Publié le 8 avril 2026
Par Niry R. — moi-même partie de cette diaspora depuis 2011.
On est environ 140 000 Malgaches à vivre en France. Ce chiffre, personne ne le connaît avec certitude — c'est une estimation basée sur les flux migratoires, les titres de séjour délivrés, et les inscriptions consulaires. En réalité, le nombre est probablement plus élevé : beaucoup de binationaux ne se déclarent pas comme malgaches dans les statistiques françaises, et l'inscription consulaire n'est pas obligatoire.
Ce qu'on sait, c'est que la France est de loin le premier pays d'accueil de la diaspora malgache. Devant le Canada, la Suisse, et l'Allemagne.
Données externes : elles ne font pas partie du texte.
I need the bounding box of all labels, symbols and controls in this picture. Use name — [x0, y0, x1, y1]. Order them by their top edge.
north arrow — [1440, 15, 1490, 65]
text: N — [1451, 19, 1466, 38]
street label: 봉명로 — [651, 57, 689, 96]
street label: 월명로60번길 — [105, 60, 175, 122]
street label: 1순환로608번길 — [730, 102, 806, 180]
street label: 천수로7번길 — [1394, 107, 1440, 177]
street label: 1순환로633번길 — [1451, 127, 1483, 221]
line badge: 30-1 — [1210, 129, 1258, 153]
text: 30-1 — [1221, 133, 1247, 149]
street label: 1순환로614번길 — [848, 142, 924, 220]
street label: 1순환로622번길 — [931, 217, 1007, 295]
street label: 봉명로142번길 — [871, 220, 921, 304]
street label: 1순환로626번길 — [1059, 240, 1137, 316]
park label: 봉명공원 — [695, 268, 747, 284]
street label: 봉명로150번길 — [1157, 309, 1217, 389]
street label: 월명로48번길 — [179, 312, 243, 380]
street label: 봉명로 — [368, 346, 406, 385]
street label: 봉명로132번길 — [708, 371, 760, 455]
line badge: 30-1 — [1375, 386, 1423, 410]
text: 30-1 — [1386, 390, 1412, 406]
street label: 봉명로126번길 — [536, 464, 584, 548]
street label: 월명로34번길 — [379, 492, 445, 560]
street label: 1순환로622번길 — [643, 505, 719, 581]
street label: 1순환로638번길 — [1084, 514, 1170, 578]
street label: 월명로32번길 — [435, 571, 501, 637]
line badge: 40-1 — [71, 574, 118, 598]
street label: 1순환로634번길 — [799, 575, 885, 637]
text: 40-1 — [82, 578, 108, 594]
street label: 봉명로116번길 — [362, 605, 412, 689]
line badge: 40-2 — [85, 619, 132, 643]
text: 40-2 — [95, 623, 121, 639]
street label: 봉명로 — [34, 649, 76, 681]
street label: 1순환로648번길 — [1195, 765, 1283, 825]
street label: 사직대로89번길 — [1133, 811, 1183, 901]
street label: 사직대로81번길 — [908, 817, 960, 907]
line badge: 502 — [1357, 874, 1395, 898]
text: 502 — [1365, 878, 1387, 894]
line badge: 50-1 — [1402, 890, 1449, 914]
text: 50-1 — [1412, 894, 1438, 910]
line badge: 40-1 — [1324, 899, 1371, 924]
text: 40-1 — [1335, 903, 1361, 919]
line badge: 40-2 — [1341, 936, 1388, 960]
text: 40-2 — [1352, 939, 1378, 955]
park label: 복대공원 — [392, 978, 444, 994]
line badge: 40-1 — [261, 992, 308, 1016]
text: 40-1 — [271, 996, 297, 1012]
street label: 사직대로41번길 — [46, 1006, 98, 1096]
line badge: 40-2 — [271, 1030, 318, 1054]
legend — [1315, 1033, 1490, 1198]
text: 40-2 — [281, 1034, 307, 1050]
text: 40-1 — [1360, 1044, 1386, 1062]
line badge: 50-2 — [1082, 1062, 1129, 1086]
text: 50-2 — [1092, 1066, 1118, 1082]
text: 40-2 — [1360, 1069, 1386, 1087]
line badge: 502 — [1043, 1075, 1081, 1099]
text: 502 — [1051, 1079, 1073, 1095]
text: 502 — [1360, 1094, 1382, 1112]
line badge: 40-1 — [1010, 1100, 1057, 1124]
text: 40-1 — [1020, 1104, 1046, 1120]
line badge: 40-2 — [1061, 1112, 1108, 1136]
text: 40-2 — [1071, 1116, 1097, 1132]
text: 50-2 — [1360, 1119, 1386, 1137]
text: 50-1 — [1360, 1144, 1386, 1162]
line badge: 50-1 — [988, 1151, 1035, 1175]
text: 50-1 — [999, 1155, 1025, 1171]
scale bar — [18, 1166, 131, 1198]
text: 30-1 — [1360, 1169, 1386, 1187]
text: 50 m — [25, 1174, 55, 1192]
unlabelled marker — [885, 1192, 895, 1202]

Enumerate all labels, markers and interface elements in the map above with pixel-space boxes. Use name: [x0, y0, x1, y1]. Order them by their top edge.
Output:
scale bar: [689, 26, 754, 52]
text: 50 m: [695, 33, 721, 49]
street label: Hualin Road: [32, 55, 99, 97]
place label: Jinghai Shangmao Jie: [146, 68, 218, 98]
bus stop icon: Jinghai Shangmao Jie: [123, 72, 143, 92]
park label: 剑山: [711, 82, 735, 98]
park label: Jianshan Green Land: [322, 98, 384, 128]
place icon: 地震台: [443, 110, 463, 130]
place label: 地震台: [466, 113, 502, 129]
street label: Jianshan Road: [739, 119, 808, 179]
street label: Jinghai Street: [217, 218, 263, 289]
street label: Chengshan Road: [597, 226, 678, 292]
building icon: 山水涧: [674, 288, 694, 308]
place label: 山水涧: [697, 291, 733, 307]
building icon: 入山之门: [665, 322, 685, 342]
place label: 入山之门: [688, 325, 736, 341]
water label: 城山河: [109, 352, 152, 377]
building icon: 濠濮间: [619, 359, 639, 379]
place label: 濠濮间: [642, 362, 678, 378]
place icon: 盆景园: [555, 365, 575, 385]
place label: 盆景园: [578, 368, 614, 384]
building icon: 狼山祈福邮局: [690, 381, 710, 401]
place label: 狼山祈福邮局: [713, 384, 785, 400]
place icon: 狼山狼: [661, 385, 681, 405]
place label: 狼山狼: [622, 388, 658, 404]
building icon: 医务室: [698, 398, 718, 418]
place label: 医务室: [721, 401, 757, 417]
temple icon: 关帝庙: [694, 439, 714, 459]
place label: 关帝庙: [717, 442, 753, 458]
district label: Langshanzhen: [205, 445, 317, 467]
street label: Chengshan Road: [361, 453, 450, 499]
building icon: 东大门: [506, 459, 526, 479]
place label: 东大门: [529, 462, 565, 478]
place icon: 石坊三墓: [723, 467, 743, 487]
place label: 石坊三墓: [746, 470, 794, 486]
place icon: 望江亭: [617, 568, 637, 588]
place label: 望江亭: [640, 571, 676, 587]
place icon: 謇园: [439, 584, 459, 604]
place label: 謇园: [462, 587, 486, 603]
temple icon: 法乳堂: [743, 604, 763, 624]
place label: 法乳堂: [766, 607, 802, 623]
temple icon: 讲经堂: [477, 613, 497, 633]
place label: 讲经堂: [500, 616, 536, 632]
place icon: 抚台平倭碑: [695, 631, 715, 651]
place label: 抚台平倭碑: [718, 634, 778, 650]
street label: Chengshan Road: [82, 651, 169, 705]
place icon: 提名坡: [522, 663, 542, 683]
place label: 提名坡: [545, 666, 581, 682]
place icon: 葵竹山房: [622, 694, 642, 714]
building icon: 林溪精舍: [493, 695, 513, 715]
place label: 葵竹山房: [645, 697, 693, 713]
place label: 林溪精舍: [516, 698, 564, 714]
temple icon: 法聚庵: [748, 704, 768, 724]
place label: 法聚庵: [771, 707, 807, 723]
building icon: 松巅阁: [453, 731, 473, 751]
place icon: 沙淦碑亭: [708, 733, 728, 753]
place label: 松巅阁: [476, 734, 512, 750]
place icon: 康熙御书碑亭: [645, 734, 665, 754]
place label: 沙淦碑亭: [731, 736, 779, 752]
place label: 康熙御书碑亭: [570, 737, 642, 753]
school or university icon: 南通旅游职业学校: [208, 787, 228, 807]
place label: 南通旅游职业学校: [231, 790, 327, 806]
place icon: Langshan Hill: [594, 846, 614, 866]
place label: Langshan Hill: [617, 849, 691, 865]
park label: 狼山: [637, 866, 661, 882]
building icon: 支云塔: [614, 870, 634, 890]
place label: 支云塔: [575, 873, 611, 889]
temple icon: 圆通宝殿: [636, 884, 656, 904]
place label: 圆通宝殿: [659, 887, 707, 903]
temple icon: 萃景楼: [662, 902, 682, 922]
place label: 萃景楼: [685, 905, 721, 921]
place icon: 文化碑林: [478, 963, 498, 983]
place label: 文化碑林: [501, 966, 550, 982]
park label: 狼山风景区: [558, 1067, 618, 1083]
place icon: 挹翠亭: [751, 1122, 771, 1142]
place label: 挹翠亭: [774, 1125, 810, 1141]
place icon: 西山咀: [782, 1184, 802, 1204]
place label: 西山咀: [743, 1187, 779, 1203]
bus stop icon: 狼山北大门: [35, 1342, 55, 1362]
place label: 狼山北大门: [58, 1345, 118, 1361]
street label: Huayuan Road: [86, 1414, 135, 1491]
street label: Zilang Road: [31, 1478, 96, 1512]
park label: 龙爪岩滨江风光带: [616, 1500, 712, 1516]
Et que cette communauté, aussi discrète soit-elle dans le paysage médiatique français, est bien présente — et bien organisée.
| Indicateur | Estimation | Source |
|---|---|---|
| Ressortissants malgaches en France | ~140 000 | Estimations consulaires |
| Inscrits au registre consulaire | ~25 000 | Ambassade de Madagascar |
| Étudiants malgaches en France | ~6 500 | Campus France |
| Transferts de fonds annuels | ~350 M USD | Banque mondiale (ensemble diaspora) |
Le chiffre des transferts de fonds est saisissant : 350 millions de dollars envoyés chaque année par la diaspora vers Madagascar. C'est plus que beaucoup de budgets d'aide au développement. Pour des milliers de familles à Tana, Antsirabe, Fianarantsoa ou Mahajanga, c'est l'argent qui paie l'école, le loyer, les soins médicaux.
Sans surprise, l'Île-de-France concentre la majorité — probablement 60 à 70% de la communauté. Mais les villes de province ont des communautés actives et bien structurées :
Marseille — historiquement la plus ancienne communauté, liée aux échanges maritimes entre le port et Tamatave. Plusieurs associations actives, une permanence consulaire régulière, et la seule ville de province où l'Ambassade organise des enrôlements biométriques.
Lyon — communauté en croissance, beaucoup d'étudiants et de jeunes professionnels. Association malgache lyonnaise active. Permanences consulaires 1-2 fois par an.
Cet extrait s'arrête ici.